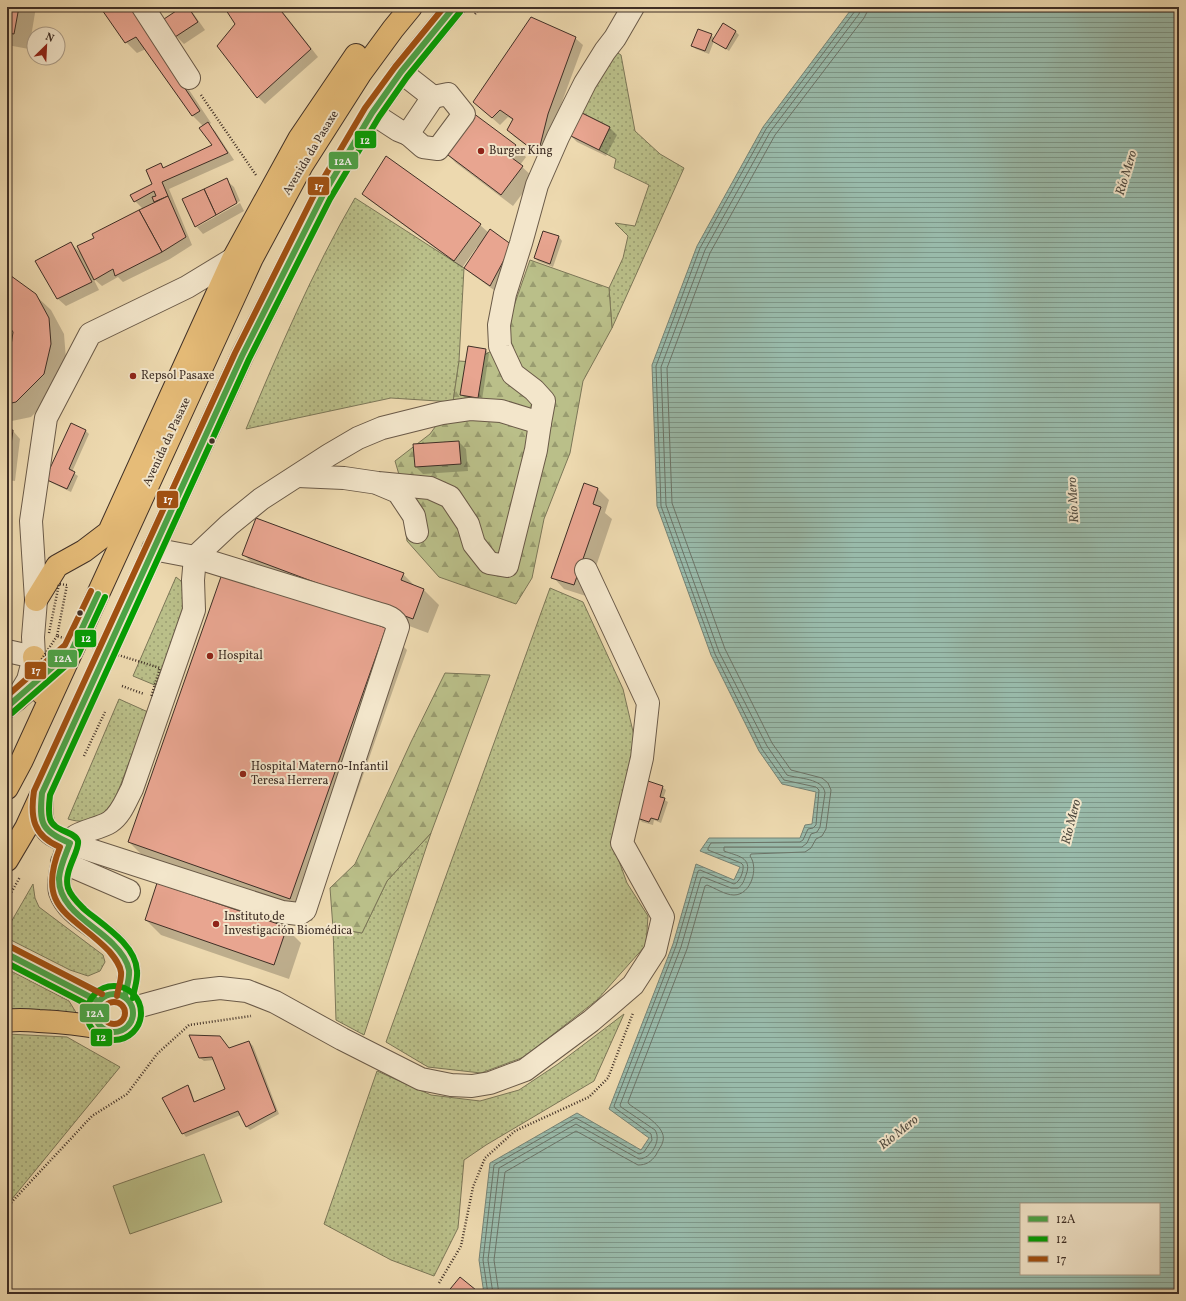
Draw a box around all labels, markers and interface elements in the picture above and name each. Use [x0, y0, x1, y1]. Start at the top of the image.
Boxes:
north arrow [26, 26, 66, 66]
text: N [43, 30, 56, 47]
street label: Avenida da Pasaxe [279, 107, 343, 198]
line badge: 12 [354, 130, 377, 149]
text: 12 [360, 134, 370, 149]
place label: Burger King [489, 143, 553, 159]
marker: Burger King [476, 146, 486, 156]
water label: Río Mero [1112, 148, 1142, 198]
line badge: 12A [328, 151, 359, 170]
text: 12A [334, 155, 352, 170]
line badge: 17 [307, 176, 330, 196]
text: 17 [314, 180, 324, 195]
place label: Repsol Pasaxe [141, 368, 215, 384]
marker: Repsol Pasaxe [128, 371, 138, 381]
street label: Avenida da Pasaxe [139, 395, 195, 489]
unlabelled marker [207, 436, 217, 446]
water label: Río Mero [1064, 476, 1084, 523]
line badge: 17 [156, 490, 179, 509]
text: 17 [163, 493, 173, 508]
unlabelled marker [75, 608, 85, 618]
line badge: 12 [74, 629, 97, 648]
text: 12 [81, 632, 91, 647]
place label: Hospital [218, 648, 263, 664]
line badge: 12A [47, 649, 78, 668]
marker: Hospital [205, 651, 215, 661]
text: 12A [54, 652, 72, 667]
line badge: 17 [24, 661, 47, 680]
text: 17 [31, 664, 41, 679]
place label: Hospital Materno-Infantil Teresa Herrera [251, 759, 389, 789]
marker: Hospital Materno-Infantil Teresa Herrera [238, 769, 248, 779]
water label: Río Mero [1058, 797, 1086, 847]
place label: Instituto de Investigación Biomédica [224, 909, 352, 939]
marker: Instituto de Investigación Biomédica [211, 919, 221, 929]
line badge: 12A [79, 1003, 110, 1023]
text: 12A [86, 1007, 104, 1022]
line badge: 12 [90, 1028, 113, 1047]
text: 12 [96, 1031, 106, 1046]
water label: Río Mero [875, 1111, 923, 1154]
legend [1020, 1203, 1160, 1275]
text: 12A [1056, 1212, 1076, 1228]
text: 12 [1056, 1232, 1067, 1248]
text: 17 [1056, 1252, 1067, 1268]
□ □ □
### REQUIREMENT:
Which lines of the data contain "Hospital"? Copy them all.

### RESULT BELOW:
place label: Hospital [218, 648, 263, 664]
marker: Hospital [205, 651, 215, 661]
place label: Hospital Materno-Infantil Teresa Herrera [251, 759, 389, 789]
marker: Hospital Materno-Infantil Teresa Herrera [238, 769, 248, 779]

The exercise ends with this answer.